= Task prompt =
From the records below, output exactly the lines running from the line containing "1406px,695px 1423px,681px 1447px,818px" through the line containing "1590px,206px 1655px,214px 1634px,334px", and no others.

= Records to use =
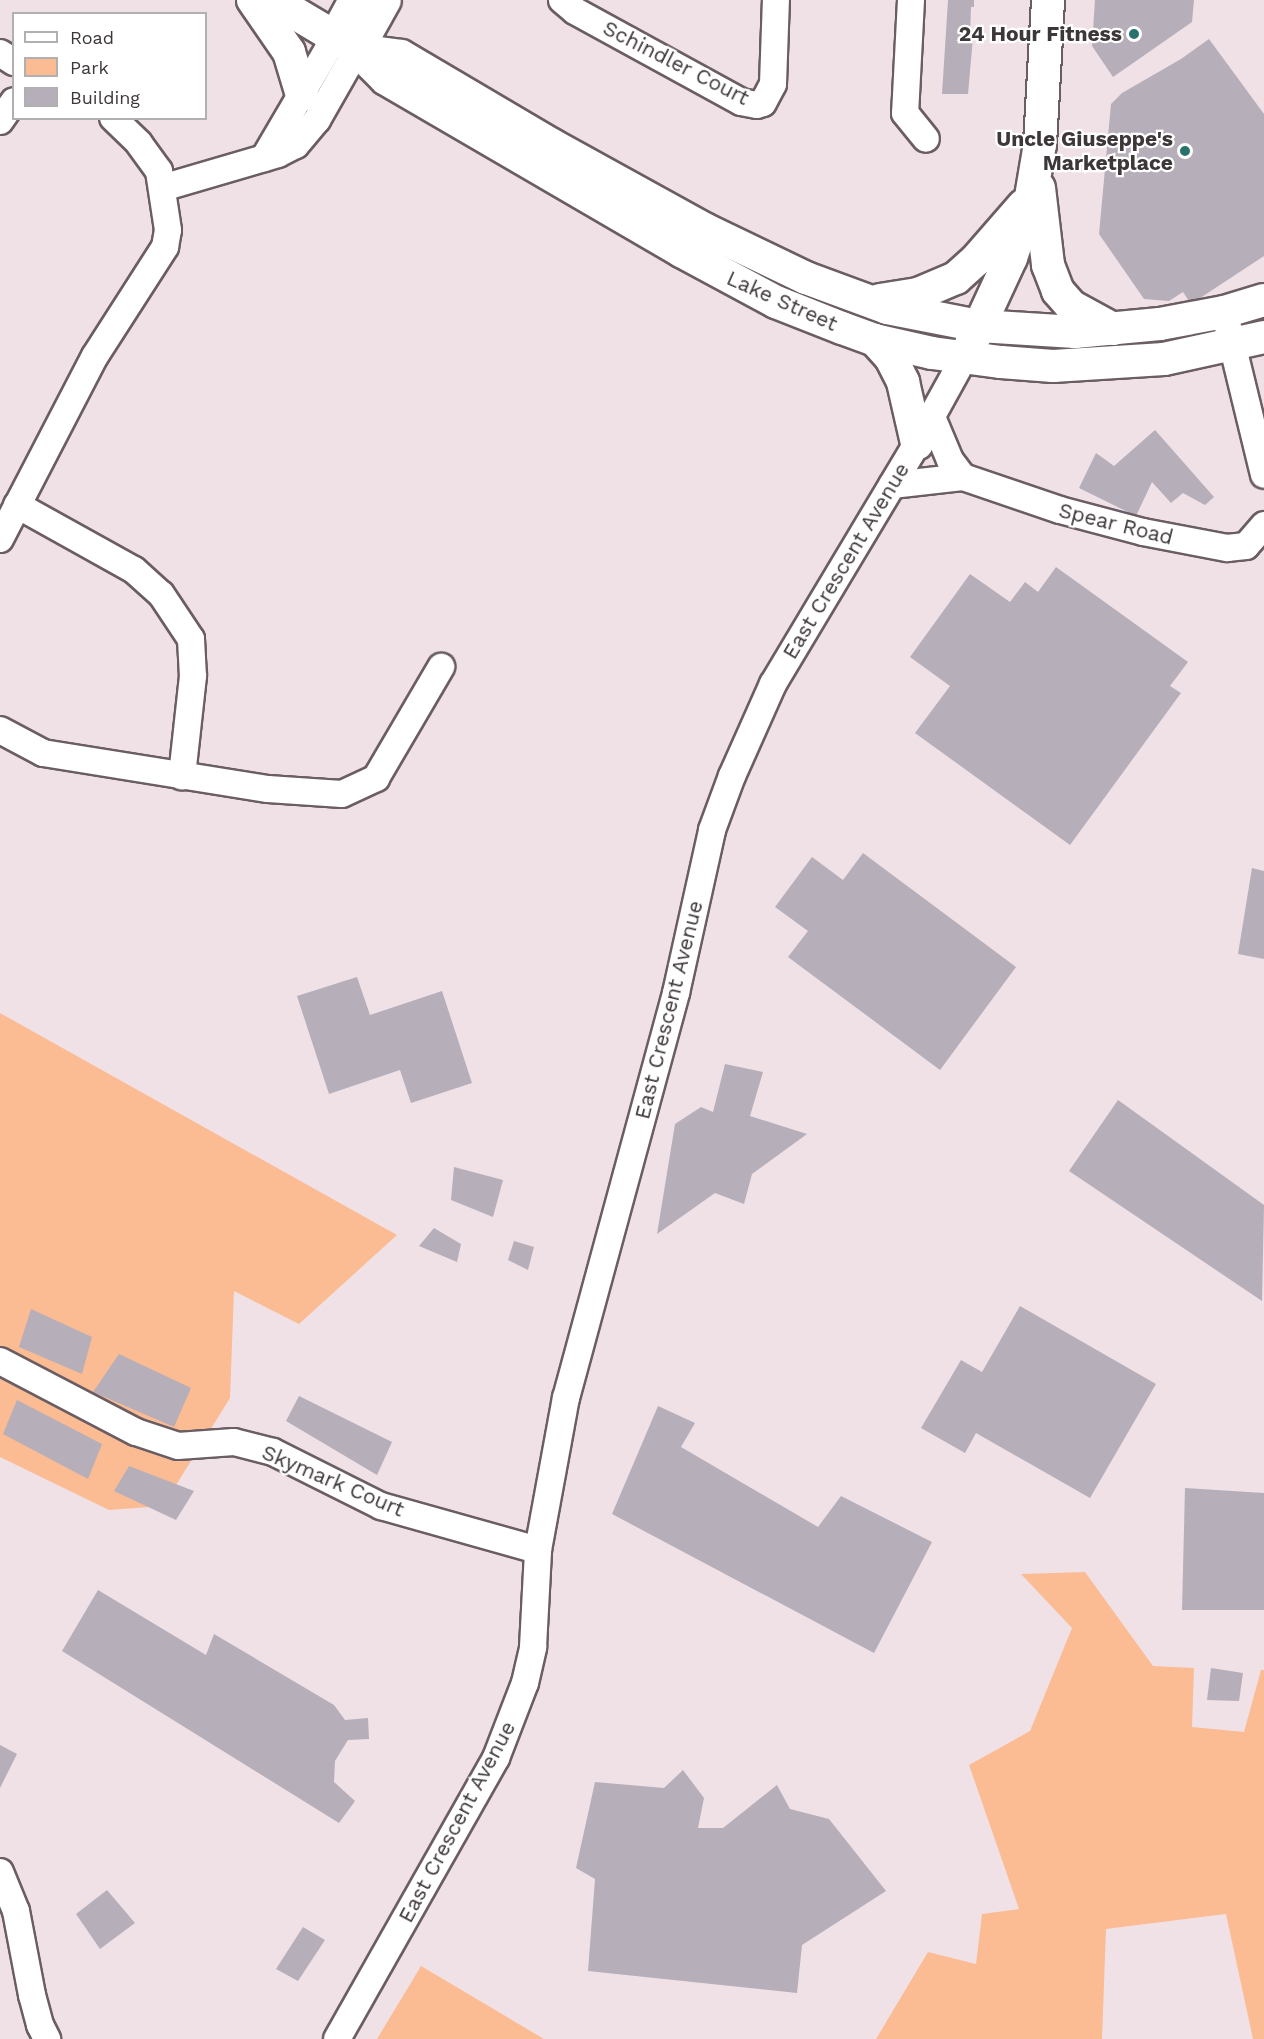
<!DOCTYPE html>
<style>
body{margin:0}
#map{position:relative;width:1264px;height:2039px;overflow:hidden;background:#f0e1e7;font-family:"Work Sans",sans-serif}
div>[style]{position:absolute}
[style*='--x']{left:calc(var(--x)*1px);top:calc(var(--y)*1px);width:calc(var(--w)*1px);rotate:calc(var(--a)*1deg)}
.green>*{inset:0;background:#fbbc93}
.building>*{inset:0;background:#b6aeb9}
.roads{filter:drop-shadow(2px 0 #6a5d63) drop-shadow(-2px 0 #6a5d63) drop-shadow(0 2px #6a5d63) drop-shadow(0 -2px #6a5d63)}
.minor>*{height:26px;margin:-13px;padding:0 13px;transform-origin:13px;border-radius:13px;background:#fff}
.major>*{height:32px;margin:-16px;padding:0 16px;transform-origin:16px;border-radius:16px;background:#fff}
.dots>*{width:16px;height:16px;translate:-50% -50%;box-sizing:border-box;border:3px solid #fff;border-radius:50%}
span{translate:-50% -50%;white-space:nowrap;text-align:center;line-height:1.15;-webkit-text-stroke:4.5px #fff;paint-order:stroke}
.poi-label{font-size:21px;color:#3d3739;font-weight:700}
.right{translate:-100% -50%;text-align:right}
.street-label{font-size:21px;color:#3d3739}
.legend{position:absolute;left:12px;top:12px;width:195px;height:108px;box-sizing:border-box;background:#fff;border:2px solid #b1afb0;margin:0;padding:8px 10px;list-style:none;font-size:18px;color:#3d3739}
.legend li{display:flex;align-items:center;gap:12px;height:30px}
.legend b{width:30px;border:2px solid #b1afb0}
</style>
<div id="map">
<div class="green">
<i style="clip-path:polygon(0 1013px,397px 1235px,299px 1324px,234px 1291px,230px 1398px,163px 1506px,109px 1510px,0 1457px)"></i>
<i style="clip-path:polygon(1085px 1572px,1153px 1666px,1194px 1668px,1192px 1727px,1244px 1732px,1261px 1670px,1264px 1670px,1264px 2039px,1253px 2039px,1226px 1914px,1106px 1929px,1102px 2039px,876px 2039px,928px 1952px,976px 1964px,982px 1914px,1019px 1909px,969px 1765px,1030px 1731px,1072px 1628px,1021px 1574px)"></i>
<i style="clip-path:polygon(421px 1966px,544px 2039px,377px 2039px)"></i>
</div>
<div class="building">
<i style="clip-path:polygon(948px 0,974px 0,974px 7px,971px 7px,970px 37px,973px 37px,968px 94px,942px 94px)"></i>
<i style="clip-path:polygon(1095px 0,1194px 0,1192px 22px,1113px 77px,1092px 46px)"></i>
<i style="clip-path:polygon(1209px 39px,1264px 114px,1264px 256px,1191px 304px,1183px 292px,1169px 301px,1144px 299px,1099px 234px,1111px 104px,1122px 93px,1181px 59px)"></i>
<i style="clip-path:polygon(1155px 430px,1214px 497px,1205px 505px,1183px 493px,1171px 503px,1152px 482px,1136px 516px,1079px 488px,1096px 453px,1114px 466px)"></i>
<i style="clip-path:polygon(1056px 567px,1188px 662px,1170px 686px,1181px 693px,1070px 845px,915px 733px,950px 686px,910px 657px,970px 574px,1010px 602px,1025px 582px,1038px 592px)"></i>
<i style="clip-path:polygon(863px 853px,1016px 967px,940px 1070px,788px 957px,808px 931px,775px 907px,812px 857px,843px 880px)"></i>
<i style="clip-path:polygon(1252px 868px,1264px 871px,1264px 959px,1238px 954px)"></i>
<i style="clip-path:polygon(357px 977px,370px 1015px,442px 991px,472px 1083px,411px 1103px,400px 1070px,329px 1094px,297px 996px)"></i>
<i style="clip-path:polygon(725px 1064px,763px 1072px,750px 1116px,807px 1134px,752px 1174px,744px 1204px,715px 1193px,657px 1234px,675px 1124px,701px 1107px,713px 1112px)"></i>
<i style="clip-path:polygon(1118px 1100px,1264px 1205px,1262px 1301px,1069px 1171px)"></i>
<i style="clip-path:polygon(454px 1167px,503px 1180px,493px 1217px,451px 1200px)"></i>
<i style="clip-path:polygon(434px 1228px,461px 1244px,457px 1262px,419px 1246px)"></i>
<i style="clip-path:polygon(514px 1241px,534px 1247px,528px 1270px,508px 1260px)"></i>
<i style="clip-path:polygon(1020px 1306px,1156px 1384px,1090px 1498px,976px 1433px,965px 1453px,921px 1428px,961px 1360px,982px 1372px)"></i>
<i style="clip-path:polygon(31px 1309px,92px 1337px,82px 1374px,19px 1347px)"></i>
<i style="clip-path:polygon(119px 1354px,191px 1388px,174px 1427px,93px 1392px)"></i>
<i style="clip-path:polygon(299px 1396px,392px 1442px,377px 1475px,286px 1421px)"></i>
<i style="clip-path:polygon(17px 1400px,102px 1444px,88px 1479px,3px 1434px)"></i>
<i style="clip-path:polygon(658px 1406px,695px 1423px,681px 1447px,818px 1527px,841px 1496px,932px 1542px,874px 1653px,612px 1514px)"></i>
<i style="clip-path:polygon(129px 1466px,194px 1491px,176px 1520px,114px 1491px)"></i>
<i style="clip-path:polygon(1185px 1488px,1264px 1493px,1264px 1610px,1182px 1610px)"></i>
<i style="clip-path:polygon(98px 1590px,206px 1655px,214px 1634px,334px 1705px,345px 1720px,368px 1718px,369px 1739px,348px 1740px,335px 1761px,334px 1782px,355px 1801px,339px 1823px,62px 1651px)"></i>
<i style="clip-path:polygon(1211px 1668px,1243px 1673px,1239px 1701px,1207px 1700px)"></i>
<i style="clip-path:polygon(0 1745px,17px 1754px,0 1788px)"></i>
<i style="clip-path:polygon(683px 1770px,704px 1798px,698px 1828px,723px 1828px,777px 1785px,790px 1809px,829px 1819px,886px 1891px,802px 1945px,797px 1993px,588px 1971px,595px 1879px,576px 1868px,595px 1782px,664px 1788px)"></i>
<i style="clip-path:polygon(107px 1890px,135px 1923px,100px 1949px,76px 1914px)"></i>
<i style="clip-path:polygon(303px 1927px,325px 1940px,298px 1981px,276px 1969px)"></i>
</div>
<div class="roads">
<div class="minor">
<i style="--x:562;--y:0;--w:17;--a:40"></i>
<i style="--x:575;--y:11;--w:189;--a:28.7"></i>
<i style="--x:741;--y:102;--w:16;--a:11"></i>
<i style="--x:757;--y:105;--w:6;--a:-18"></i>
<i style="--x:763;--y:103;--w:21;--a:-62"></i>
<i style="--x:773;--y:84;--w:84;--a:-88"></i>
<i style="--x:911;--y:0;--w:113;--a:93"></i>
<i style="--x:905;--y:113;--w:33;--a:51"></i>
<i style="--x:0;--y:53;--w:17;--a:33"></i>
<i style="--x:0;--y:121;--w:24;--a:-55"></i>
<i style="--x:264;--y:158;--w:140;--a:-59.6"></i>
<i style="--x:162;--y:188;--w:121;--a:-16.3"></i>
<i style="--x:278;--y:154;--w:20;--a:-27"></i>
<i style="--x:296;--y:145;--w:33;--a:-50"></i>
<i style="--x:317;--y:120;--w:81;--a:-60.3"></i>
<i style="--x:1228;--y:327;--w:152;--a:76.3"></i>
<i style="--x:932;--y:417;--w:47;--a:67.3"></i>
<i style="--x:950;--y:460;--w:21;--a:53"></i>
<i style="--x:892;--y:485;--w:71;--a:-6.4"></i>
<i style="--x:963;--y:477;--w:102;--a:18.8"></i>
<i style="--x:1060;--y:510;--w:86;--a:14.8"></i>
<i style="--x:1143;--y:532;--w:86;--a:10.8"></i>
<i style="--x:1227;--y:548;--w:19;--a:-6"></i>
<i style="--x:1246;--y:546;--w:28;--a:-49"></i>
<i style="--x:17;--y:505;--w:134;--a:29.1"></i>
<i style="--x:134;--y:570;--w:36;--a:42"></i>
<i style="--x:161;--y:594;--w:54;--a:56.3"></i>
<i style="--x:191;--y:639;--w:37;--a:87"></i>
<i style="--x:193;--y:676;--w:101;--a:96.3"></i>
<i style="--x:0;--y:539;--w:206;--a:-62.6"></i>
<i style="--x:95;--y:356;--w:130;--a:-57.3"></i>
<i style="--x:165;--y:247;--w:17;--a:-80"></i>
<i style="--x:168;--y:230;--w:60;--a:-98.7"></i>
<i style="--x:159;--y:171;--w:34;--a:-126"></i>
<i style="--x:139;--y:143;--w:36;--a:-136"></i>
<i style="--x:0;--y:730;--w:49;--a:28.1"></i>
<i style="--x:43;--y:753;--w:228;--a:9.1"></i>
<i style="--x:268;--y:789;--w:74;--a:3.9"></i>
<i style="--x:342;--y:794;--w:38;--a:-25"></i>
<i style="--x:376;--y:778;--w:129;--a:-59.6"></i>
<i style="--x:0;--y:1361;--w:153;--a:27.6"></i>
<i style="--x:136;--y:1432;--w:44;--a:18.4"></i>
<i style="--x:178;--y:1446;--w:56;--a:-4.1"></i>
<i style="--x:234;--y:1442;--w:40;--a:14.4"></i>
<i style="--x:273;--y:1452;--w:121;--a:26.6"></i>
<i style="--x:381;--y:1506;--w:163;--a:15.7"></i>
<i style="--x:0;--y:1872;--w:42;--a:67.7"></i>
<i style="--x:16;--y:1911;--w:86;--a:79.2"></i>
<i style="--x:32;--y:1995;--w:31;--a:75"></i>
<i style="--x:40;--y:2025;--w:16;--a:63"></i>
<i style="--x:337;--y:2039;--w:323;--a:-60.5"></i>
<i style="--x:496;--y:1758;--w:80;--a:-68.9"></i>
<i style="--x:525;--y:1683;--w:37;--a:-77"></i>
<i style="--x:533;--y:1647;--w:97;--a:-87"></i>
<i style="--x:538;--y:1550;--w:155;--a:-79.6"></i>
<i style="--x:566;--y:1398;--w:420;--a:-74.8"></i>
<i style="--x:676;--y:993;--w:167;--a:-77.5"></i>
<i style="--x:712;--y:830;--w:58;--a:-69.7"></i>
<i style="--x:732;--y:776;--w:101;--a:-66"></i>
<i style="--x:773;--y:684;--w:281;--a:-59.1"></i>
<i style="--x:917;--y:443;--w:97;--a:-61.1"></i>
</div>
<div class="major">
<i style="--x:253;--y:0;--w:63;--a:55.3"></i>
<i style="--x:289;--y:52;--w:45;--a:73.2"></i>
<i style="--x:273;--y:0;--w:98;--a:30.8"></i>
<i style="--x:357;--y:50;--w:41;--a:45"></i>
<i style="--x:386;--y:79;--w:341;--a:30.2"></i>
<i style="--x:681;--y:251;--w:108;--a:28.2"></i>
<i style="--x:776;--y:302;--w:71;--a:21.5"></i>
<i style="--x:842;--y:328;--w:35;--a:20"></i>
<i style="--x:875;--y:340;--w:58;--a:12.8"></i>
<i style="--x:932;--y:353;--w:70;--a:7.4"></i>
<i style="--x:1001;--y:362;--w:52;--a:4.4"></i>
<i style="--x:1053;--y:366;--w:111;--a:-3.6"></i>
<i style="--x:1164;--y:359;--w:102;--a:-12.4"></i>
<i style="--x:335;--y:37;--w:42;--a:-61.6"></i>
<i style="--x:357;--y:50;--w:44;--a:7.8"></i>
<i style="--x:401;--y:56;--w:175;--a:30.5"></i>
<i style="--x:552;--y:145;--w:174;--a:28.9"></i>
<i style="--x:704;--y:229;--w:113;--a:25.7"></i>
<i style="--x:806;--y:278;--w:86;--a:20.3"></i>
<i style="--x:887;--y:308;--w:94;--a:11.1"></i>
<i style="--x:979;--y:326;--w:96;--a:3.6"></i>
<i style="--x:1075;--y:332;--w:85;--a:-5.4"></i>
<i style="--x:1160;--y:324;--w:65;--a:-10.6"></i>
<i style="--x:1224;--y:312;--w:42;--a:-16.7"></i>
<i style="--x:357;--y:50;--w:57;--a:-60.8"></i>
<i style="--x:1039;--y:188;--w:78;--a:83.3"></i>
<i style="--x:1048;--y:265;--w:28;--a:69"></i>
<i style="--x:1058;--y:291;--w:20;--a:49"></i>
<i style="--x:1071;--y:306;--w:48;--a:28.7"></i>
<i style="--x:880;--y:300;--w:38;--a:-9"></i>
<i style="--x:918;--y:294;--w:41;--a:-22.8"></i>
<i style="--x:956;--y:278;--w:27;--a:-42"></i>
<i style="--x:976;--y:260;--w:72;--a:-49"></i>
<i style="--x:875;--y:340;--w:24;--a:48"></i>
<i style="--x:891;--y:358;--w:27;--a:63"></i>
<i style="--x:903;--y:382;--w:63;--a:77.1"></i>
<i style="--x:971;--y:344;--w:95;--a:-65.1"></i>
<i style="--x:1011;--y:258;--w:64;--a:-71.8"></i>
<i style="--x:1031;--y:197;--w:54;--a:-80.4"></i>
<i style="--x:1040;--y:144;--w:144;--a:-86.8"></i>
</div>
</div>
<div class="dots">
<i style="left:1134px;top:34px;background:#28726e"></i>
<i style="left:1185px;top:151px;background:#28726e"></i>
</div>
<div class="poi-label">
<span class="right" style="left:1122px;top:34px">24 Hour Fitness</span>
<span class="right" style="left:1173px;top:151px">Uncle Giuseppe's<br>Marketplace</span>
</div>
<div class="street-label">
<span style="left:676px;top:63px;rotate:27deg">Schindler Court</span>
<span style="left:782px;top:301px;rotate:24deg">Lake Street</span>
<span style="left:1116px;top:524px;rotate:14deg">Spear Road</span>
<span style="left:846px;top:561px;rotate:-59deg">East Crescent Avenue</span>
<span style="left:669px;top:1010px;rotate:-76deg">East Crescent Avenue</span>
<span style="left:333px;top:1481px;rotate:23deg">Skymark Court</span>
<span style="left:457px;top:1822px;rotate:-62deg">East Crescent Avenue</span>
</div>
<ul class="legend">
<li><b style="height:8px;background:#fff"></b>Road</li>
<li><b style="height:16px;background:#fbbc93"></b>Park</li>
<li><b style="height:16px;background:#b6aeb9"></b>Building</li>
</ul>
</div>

= Written answer =
<i style="clip-path:polygon(658px 1406px,695px 1423px,681px 1447px,818px 1527px,841px 1496px,932px 1542px,874px 1653px,612px 1514px)"></i>
<i style="clip-path:polygon(129px 1466px,194px 1491px,176px 1520px,114px 1491px)"></i>
<i style="clip-path:polygon(1185px 1488px,1264px 1493px,1264px 1610px,1182px 1610px)"></i>
<i style="clip-path:polygon(98px 1590px,206px 1655px,214px 1634px,334px 1705px,345px 1720px,368px 1718px,369px 1739px,348px 1740px,335px 1761px,334px 1782px,355px 1801px,339px 1823px,62px 1651px)"></i>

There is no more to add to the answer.